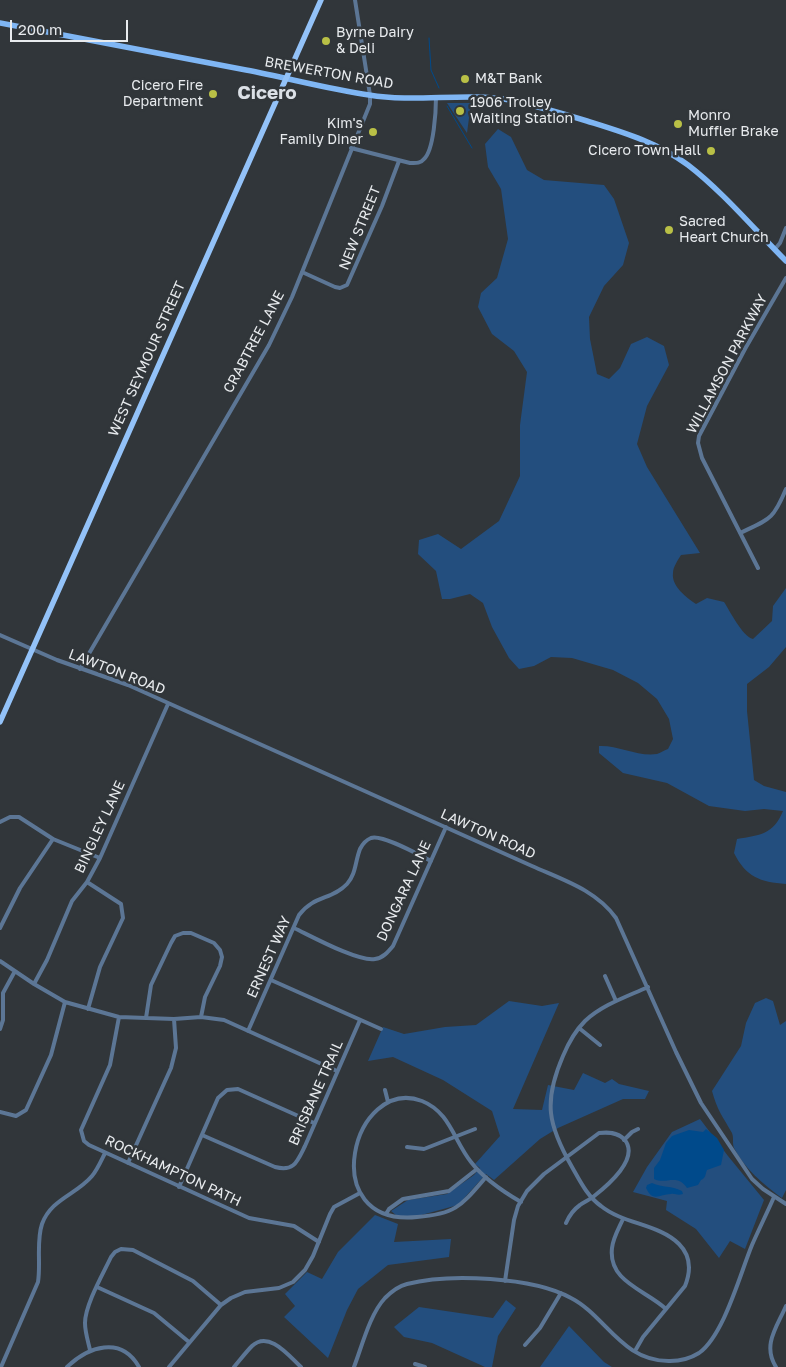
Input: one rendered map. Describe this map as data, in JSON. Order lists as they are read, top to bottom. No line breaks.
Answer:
{"streets":{"highway":["WEST SEYMOUR STREET"],"main road":["BREWERTON ROAD"],"street":["NEW STREET","CRABTREE LANE","WILLAMSON PARKWAY","LAWTON ROAD","BINGLEY LANE","DONGARA LANE","ERNEST WAY","BRISBANE TRAIL","ROCKHAMPTON PATH"]},"crossings":[["BREWERTON ROAD","CRABTREE LANE"],["BREWERTON ROAD","WEST SEYMOUR STREET"],["NEW STREET","CRABTREE LANE"],["CRABTREE LANE","LAWTON ROAD"],["WEST SEYMOUR STREET","LAWTON ROAD"],["LAWTON ROAD","BINGLEY LANE"],["LAWTON ROAD","DONGARA LANE"],["DONGARA LANE","ERNEST WAY"]],"districts":["Cicero"],"places":["Byrne Dairy & Deli","M&T Bank","Cicero Fire Department","1906 Trolley Waiting Station","Monro Muffler Brake","Kim's Family Diner","Cicero Town Hall","Sacred Heart Church"],"scale_bar":"200 m"}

_Your instructions_
Write all the lines above out again exactly, minus the images.

_Expected output_
Input: one rendered map. Describe this map as data, in JSON. Order lists as they are read, top to bottom. No line breaks.
Answer:
{"streets":{"highway":["WEST SEYMOUR STREET"],"main road":["BREWERTON ROAD"],"street":["NEW STREET","CRABTREE LANE","WILLAMSON PARKWAY","LAWTON ROAD","BINGLEY LANE","DONGARA LANE","ERNEST WAY","BRISBANE TRAIL","ROCKHAMPTON PATH"]},"crossings":[["BREWERTON ROAD","CRABTREE LANE"],["BREWERTON ROAD","WEST SEYMOUR STREET"],["NEW STREET","CRABTREE LANE"],["CRABTREE LANE","LAWTON ROAD"],["WEST SEYMOUR STREET","LAWTON ROAD"],["LAWTON ROAD","BINGLEY LANE"],["LAWTON ROAD","DONGARA LANE"],["DONGARA LANE","ERNEST WAY"]],"districts":["Cicero"],"places":["Byrne Dairy & Deli","M&T Bank","Cicero Fire Department","1906 Trolley Waiting Station","Monro Muffler Brake","Kim's Family Diner","Cicero Town Hall","Sacred Heart Church"],"scale_bar":"200 m"}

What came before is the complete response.